> [Exercise aim]: Report every line in the records below that holds the word "symbols".
[The records Boundary: Start]
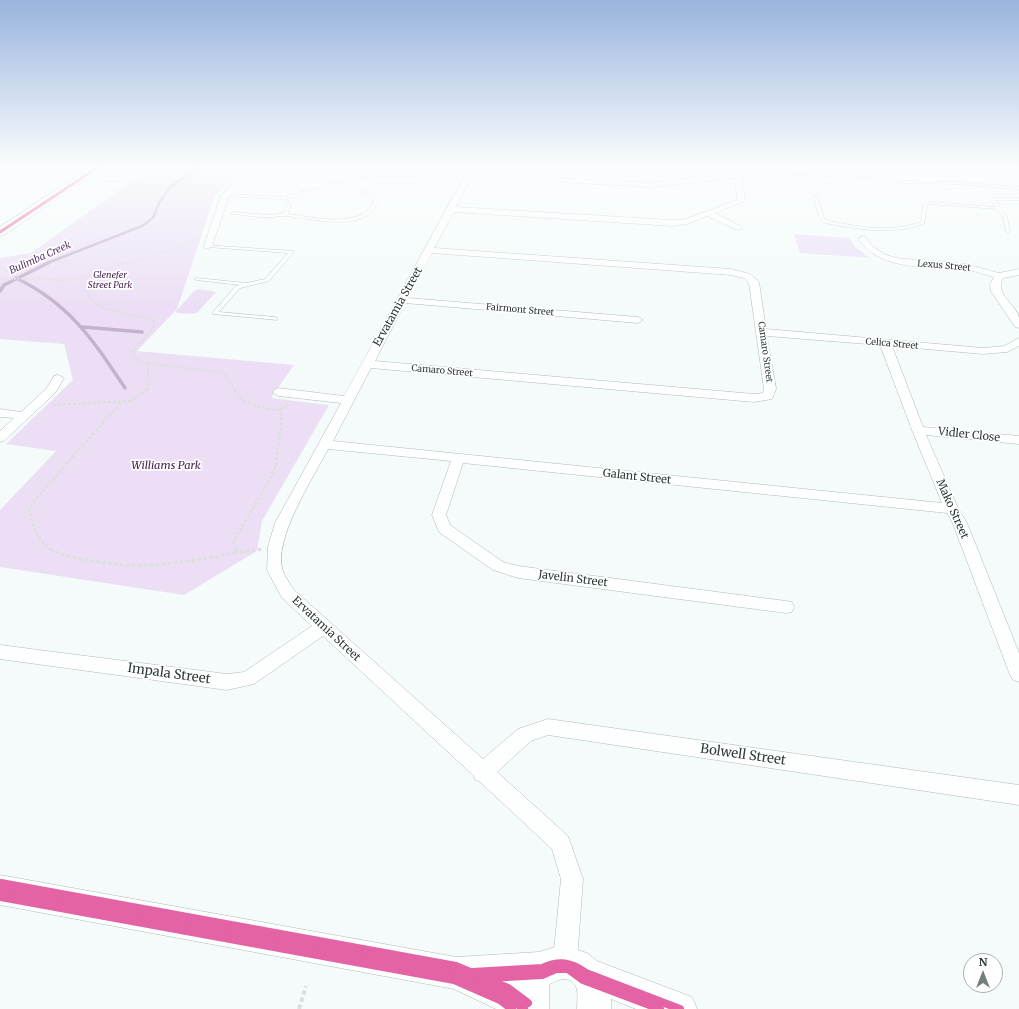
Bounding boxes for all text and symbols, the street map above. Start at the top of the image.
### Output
water label: Bulimba Creek [7,239,73,277]
street label: Lexus Street [917,258,971,274]
street label: Ervatamia Street [371,265,425,349]
park label: Glenefer Street Park [88,270,132,291]
street label: Fairmont Street [486,302,554,318]
street label: Camaro Street [755,321,775,383]
street label: Celica Street [865,336,919,352]
street label: Camaro Street [411,363,473,379]
street label: Vidler Close [937,425,1001,445]
park label: Williams Park [131,459,201,473]
street label: Galant Street [602,467,672,487]
street label: Mako Street [933,477,971,541]
street label: Javelin Street [538,568,608,590]
street label: Ervatamia Street [289,594,363,664]
street label: Impala Street [126,660,212,688]
street label: Bolwell Street [699,741,787,769]
north arrow [963,953,1003,993]
text: N [979,955,987,969]

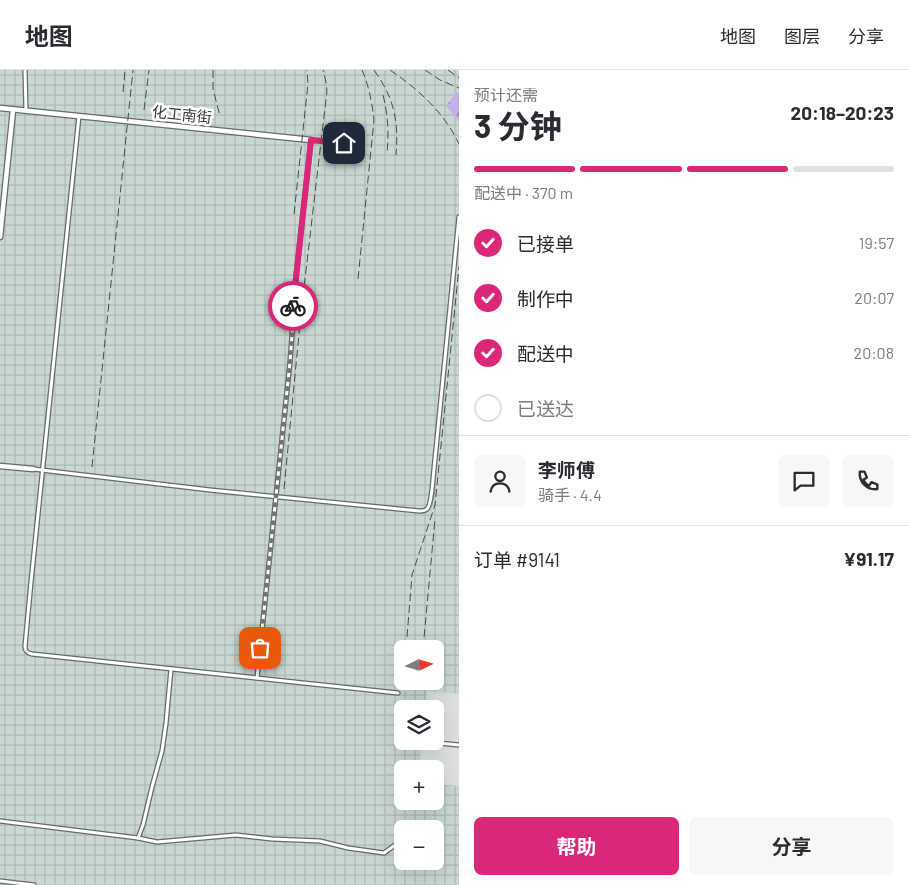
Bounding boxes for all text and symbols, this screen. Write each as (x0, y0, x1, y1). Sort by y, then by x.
text: 地图 (25, 21, 73, 50)
text: 地图 (720, 25, 756, 47)
text: 图层 (784, 25, 820, 47)
text: 分享 (848, 25, 884, 47)
text: 预计还需 (474, 85, 538, 104)
text: 20:18–20:23 (791, 101, 894, 124)
street label: 化工南街 (151, 102, 213, 126)
text: 3 分钟 (474, 106, 562, 144)
pin (323, 122, 365, 164)
icon: home (330, 129, 358, 157)
text: 配送中 · 370 m (474, 183, 573, 202)
icon: check (474, 229, 502, 257)
text: 已接单 (517, 232, 574, 255)
text: 19:57 (859, 233, 894, 252)
courier (268, 281, 318, 331)
icon: check (474, 284, 502, 312)
text: 制作中 (517, 287, 574, 310)
text: 20:07 (854, 288, 894, 307)
icon: bike (279, 292, 307, 320)
icon: check (474, 339, 502, 367)
text: 配送中 (517, 342, 574, 365)
text: 20:08 (854, 343, 894, 362)
text: 已送达 (517, 397, 574, 420)
button: person (474, 455, 526, 507)
button: chat (778, 455, 830, 507)
button: phone (842, 455, 894, 507)
text: 李师傅 (538, 458, 595, 481)
text: 骑手 · 4.4 (538, 485, 602, 504)
text: ¥91.17 (843, 547, 894, 570)
text: 订单 #9141 (474, 548, 560, 571)
pin (239, 627, 281, 669)
icon: bag (246, 634, 274, 662)
north arrow (394, 640, 444, 690)
map controls (394, 640, 444, 870)
button: layers (394, 700, 444, 750)
button: + (394, 760, 444, 810)
button: 帮助 (474, 817, 679, 875)
button: 分享 (689, 817, 894, 875)
button: − (394, 820, 444, 870)

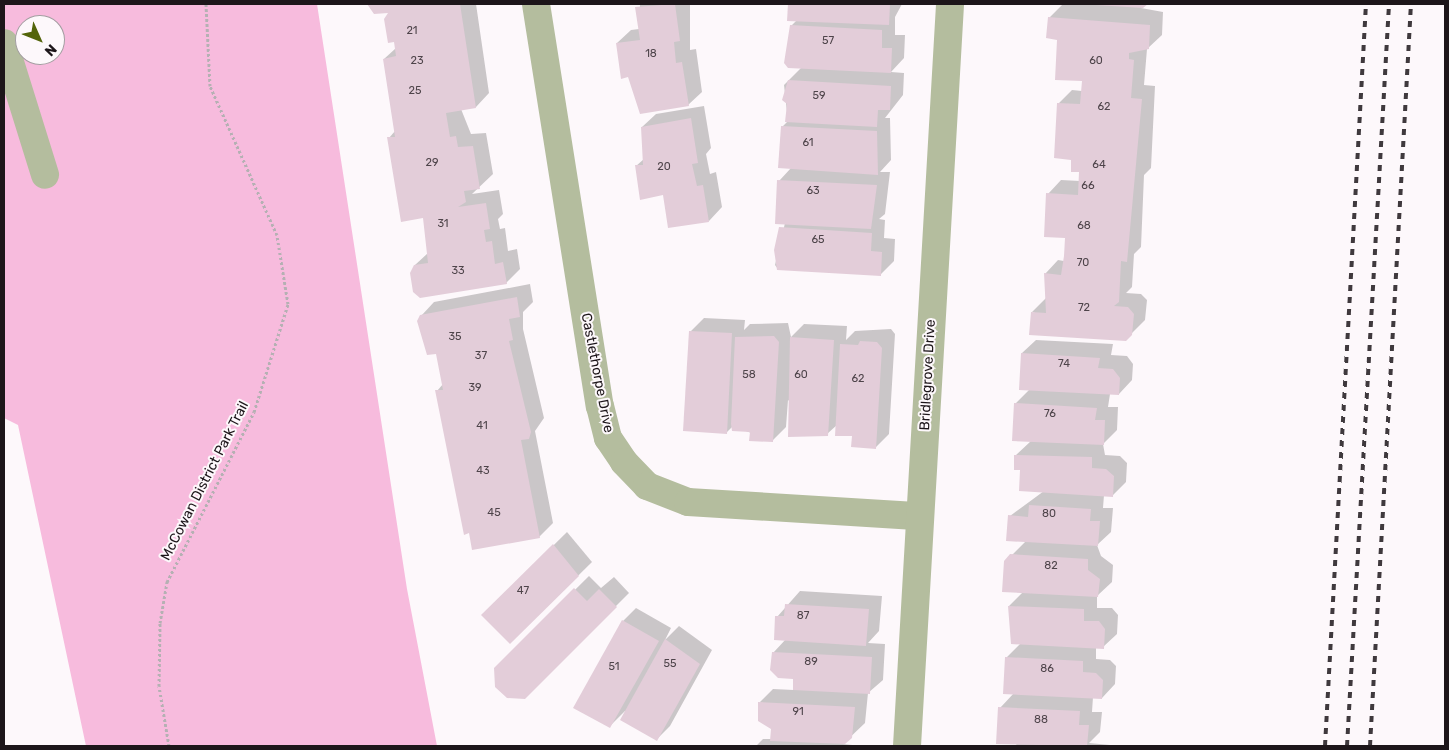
[The records Boundary: End]
> [Written response]:
Bounding boxes for all text and symbols, the street map above. Start at the top of the image.
Bounding boxes for all text and symbols, this screen. Write each as (x0, y0, x1, y1). Sort by y, then by x.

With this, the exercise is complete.